Meeting with Clare Burnett

Here are the notes I made during our conversation with Clare this afternoon. Thanks to everyone for coming and I look forward to working with you next Monday. make sure you get your permission slips back to Mr Hawes ASAP.

Brief:
to create an abstract sculpture based on the London skyline

Location:
Delfina at London Bridge

Ideas:
a journey down the river, rhythms, 3D drawing, demonstrating the process of making the work, a corner space so not completely 3D, time to explore the river setting, bring sketch books to draw on site, add labels to the sculpture with people’s views, how do we feel about London and its skyline? travel to Delfina on the riverbus?

How do we capture the combination of industry, commerce, tourism, poverty, wealth, history, regeneration etc? How will we make the most of the lights available? Favourite places in London…

Timescale:
Arrive at about 10am. Put up photos, play with the wood, then do some sketching, then build in the afternoon (?) We need to be finished by 5pm. Visitors arrive at 6pm. Finished by 7pm.

Resources:
Sketchbooks, coloured pens/pencils, paper straws, lollipop skills, 2 drills, elastic bands, still camera, video camera, tripod, laptop(s)

Homework:
Bring an idea, artefact, story, poem about London to the event next Monday.

3 comments:

Me said...

I compleatly forgot about the meeting this afternoon, apologies!

riverbus sounds good to me! then it gives us a chance to see some popular land marks along the river which may give us some inspiration.

look forward to working with you all!

xoxochinaoxox said...

riverbus sounds really good! especially as I've never been on one before:-D Thanks for inviting me to the blog!

Amber Rowe said...

Wow this looks cool!

I just had to do a mini project on music’s relation to architecture and I don’t know if this helps but it relates to the visual aswell in quite a blunt way I think.
I found that music has to do with a strict discipline. To play an instrument, to read music, to perform music, requires a discipline, it’s the same with architecture you have to do it exactly, their both mathematical. they are both drawn in a certain way, and the drawings, whether they are scores in music or architectural drawings.
But a building and it's architecture has a purpose and it made for people to use practically,
there would be no point in building a skyscraper if noone ever used it. So people are going
to have their opinions and views on how they can use, if they can use a building.
A skyline is the negative view of architecture in a way. It's all the bits that don't
fit into the puzzle, it's always there and architecture is massively influenced on the
skyline it surrounds.
So could you do something with the mathematical side of architecture?
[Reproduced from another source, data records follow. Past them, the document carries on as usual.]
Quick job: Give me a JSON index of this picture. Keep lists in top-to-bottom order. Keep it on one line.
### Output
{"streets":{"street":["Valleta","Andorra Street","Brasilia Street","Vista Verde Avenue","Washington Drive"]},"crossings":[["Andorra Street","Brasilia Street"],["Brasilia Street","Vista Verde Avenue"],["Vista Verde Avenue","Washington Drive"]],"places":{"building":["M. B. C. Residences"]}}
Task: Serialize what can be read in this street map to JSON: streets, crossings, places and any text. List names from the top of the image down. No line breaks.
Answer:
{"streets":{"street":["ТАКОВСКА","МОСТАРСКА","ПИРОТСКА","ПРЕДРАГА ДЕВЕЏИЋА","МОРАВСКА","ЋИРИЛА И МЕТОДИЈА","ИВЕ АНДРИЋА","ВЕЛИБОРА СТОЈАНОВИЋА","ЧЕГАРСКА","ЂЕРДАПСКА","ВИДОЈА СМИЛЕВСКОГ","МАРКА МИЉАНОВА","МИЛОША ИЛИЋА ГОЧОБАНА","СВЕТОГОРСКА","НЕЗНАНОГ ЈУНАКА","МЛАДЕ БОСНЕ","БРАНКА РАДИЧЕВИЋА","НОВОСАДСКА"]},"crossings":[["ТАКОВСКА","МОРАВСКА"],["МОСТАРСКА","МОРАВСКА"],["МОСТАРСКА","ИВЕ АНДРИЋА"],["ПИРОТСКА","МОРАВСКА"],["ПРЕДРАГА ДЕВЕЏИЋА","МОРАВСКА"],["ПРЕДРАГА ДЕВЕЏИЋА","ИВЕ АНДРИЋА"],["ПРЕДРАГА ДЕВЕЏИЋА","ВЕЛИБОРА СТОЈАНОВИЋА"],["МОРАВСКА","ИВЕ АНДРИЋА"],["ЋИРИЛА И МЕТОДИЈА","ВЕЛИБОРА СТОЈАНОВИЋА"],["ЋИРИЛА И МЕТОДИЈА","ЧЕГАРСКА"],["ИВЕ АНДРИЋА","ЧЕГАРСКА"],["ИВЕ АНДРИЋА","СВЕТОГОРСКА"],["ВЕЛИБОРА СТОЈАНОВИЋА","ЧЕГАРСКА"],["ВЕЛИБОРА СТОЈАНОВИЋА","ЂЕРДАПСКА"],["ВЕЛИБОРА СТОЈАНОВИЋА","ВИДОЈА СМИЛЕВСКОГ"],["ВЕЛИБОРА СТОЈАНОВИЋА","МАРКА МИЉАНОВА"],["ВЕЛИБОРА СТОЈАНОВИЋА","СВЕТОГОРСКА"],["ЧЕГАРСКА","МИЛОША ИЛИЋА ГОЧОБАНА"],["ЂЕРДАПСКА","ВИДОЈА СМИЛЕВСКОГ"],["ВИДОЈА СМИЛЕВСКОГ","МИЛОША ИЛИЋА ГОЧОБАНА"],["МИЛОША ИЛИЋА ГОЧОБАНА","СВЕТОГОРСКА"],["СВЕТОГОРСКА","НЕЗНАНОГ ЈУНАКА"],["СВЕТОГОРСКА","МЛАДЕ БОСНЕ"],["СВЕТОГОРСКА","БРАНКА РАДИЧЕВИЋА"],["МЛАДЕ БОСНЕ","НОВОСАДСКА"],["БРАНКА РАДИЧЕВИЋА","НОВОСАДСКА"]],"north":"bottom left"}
Like how many
different lines make one buiblding, and how many straight lines are there in a skylines
outline?
Have you seen the sculptures where figures are made enitrely of stright small metal rods?
There's a big one outside the 02 (dome) where from one angle you can see it's a person
and from another it looks like a scribble?

Don't know if this helps but the email made me think of this.